[Dataset entries]
........

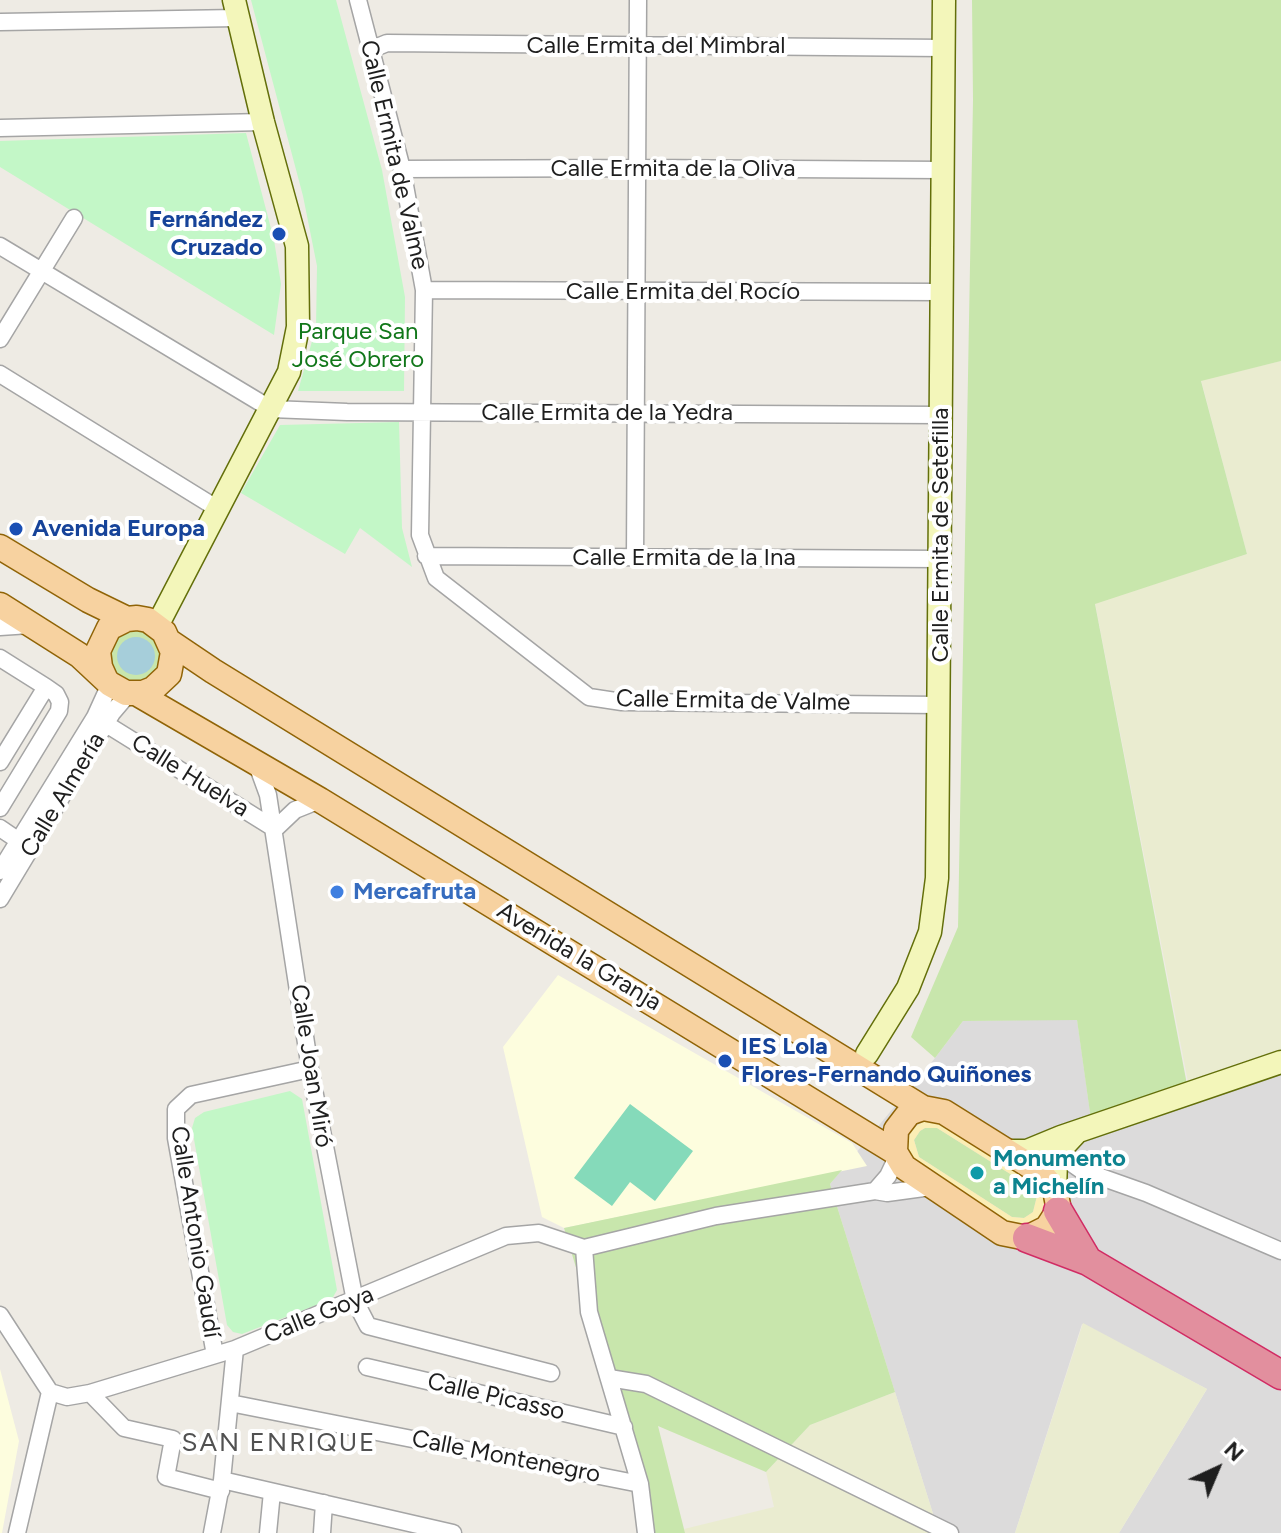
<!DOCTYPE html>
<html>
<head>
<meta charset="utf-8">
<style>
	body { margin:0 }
	#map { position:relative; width:1281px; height:1533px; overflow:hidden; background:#eeebe4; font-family:Figtree,sans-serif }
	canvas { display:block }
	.north { position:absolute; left:1177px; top:1429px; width:80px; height:80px; -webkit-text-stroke:6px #fff; paint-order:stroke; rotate:44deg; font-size:22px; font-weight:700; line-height:32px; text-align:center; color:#1e1e1e }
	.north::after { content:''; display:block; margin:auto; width:28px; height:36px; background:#1e1e1e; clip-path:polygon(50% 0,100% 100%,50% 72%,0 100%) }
</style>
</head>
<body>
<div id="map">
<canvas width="1281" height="1533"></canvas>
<div class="north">N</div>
</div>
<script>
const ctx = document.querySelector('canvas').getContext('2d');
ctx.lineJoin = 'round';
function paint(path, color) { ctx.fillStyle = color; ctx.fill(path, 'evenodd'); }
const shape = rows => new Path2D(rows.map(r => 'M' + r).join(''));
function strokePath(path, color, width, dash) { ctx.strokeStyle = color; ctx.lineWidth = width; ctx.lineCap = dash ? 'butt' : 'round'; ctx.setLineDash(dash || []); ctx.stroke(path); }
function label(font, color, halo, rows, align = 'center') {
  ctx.font = font + ' Figtree,sans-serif'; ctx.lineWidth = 8; ctx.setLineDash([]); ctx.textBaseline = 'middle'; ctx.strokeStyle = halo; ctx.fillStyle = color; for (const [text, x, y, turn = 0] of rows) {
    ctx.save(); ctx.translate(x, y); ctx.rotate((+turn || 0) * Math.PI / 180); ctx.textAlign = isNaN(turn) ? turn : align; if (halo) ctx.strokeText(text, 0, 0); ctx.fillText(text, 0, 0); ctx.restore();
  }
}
const residential = shape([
	[1077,1019,1092,1126,1281,1062,1281,1533,1119,1533,1207,1389,1082,1324,1015,1533,939,1533,830,1184,935,1058,963,1021]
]);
const education = shape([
	[558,975,852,1143,867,1166,564,1228,542,1217,503,1047],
	[0,1369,19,1441,2,1533,0,1533]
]);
const farmland = shape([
	[1281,361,1281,1060,1190,1092,1095,603,1247,554,1201,380],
	[1083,1323,1207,1389,1119,1533,1015,1533],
	[895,1392,939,1533,685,1533,684,1529,774,1507,766,1472,810,1425]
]);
const grass = shape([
	[972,0,1281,0,1281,361,1201,381,1247,554,1095,604,1189,1095,1092,1127,1077,1020,963,1021,935,1058,911,1037,958,927,973,100],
	'109 656a26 26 0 1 1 52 0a26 26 0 1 1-52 0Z',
	[925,1128,937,1128,1031,1187,1037,1196,1033,1212,1024,1218,1012,1217,919,1157,914,1140,920,1131],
	[842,1170,830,1184,895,1392,810,1425,766,1472,658,1426,685,1533,648,1533,598,1340,564,1228]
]);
const sand = shape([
	[926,1120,934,1120,1036,1181,1045,1195,1046,1204,1041,1217,1027,1225,1010,1224,914,1162,909,1155,907,1140,913,1128],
	[925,1128,937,1128,1031,1187,1037,1196,1033,1212,1024,1218,1012,1217,919,1157,914,1140,920,1131]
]);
const park = shape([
	[251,0,336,0,382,170,405,297,404,391,298,391,316,327,317,266,303,196],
	[246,133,274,240,281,284,274,335,0,167,0,141],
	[399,422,402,528,412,567,360,528,345,554,241,493,280,425],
	[290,1091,302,1099,337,1290,332,1299,242,1334,233,1332,227,1325,192,1128,195,1118,204,1112]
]);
const pitch = shape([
	[630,1104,693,1151,655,1201,630,1182,612,1206,574,1178]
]);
const water = shape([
	'117 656a19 19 0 1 1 38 0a19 19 0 1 1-38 0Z'
]);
const street = shape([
	[358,0,402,169,424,290,420,535,436,578,589,697,622,702,940,705],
	[0,22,237,18],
	[370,50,387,43,944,48],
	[0,128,263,122],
	[402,169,637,168,943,170],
	[0,246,271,409,347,412,942,415],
	[424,290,942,292],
	[0,339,74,218],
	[0,374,218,509],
	[426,556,941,559],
	[635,558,638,0],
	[0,627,30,625],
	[0,658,46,687,0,762],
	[106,724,275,829],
	[256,762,268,795,310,1069,355,1301,368,1326,551,1373],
	[0,808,59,711,60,702,56,694,46,687],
	[0,828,19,841],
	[275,829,295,810,320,800],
	[0,871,95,717,110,684],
	[0,899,112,713,129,693],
	[1061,1149,1071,1163,1081,1170,1146,1193,1281,1251],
	[875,1191,888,1176,897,1157],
	[0,1315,50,1392],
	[215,1355,176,1138,176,1109,191,1095,310,1069],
	[367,1367,624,1427],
	[609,1378,646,1384,950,1533],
	[50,1392,67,1397,90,1393,235,1349,506,1236,539,1233,584,1248],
	[90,1393,124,1428,173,1439,166,1477,221,1491],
	[230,1403,640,1484],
	[222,1480,453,1533],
	[17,1533,50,1392],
	[212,1533,222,1480,235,1349],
	[268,1533,272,1492],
	[322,1533,324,1503],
	[646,1533,640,1484,589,1312,584,1248,716,1216,875,1191,887,1193,931,1187]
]);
const secondary = shape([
	[157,626,289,372,298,327,297,246,263,122,234,0],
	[867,1054,908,988,930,932,937,878,944,0],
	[1007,1151,1027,1151,1061,1137,1281,1062],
	[1055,1190,1056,1161,1061,1149,1075,1134]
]);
const primary = shape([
	[0,547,88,600,127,619],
	[0,605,79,655,110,684,126,693,143,693,153,689,169,674,173,652,164,632,148,620,137,618,127,619,109,628,98,651,100,667,105,678],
	[170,642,213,671,923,1108],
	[136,693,320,800,895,1152],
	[923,1108,944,1112,1035,1169,1044,1177,1055,1190,1058,1205,1058,1211,1047,1228,1027,1238,1002,1233,904,1167,895,1152,896,1130,909,1113,923,1108]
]);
const highway = shape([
	[1058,1211,1087,1260],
	[1027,1238,1088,1261,1281,1375]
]);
const markers = [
	[279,234,8,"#1a4fb4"],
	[16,529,8,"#1a4fb4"],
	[337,892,8,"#3f7fe0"],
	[725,1061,8,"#1a4fb4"],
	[977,1173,8,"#0f9aa8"]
];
const streetNames = [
	["Calle Ermita del Mimbral",656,46],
	["Calle Ermita de Valme",394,155,77],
	["Calle Ermita de la Oliva",673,169],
	["Calle Ermita del Rocío",683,292],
	["Calle Ermita de la Yedra",607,413],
	["Calle Ermita de Setefilla",941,535,-90],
	["Calle Ermita de la Ina",684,558],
	["Calle Ermita de Valme",733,701,1],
	["Calle Huelva",190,776,32],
	["Calle Almería",63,795,-59],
	["Avenida la Granja",579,957,31],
	["Calle Joan Miró",311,1066,81],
	["Calle Antonio Gaudí",195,1232,81],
	["Calle Goya",319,1315,-22],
	["Calle Picasso",496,1397,13],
	["Calle Montenegro",506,1457,11]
];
const transitNames = [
	["Fernández",263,220,"right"],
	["Cruzado",263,248,"right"],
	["Avenida Europa",32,529],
	["IES Lola",741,1047],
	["Flores-Fernando Quiñones",741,1075]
];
const parkNames = [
	["Parque San",358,332],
	["José Obrero",358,360]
];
const shopNames = [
	["Mercafruta",353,892]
];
const cultureNames = [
	["Monumento",993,1159],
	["a Michelín",993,1187]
];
const neighbourhoodNames = [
	["SAN ENRIQUE",279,1443]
];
paint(residential, '#dcdbdb');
paint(education, '#fdfdde');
paint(farmland, '#eaecd0');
paint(grass, '#c8e6ac');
paint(sand, '#fbeeb5');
paint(park, '#c3f7c7');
paint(pitch, '#85daba');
paint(water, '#a6ceda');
strokePath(street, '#a5a5a5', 19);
strokePath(secondary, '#636f0a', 25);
strokePath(primary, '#906407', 27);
strokePath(highway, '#d12c64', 31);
strokePath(street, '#fff', 16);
strokePath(secondary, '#f3f6ba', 22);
strokePath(primary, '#f7d2a0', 24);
strokePath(highway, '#e28f9e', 28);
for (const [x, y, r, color] of markers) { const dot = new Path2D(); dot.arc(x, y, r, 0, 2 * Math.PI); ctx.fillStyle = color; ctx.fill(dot); strokePath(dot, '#fff', 3); }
label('24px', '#1e1e1e', '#fff', streetNames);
label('bold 24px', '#164399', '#fff', transitNames, 'left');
label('24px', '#11771a', '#fff', parkNames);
label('bold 24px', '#366cbe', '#fff', shopNames, 'left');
label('bold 24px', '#0d838f', '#fff', cultureNames, 'left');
ctx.letterSpacing = '2px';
label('26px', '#515151', '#fff', neighbourhoodNames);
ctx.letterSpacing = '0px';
</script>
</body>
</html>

........

Try it –
Above are the entries. Quote exactly the lines from the one bearing "ctx.lineJoin = 'round';" through the one bearing "const shape = rows".

Your solution –
ctx.lineJoin = 'round';
function paint(path, color) { ctx.fillStyle = color; ctx.fill(path, 'evenodd'); }
const shape = rows => new Path2D(rows.map(r => 'M' + r).join(''));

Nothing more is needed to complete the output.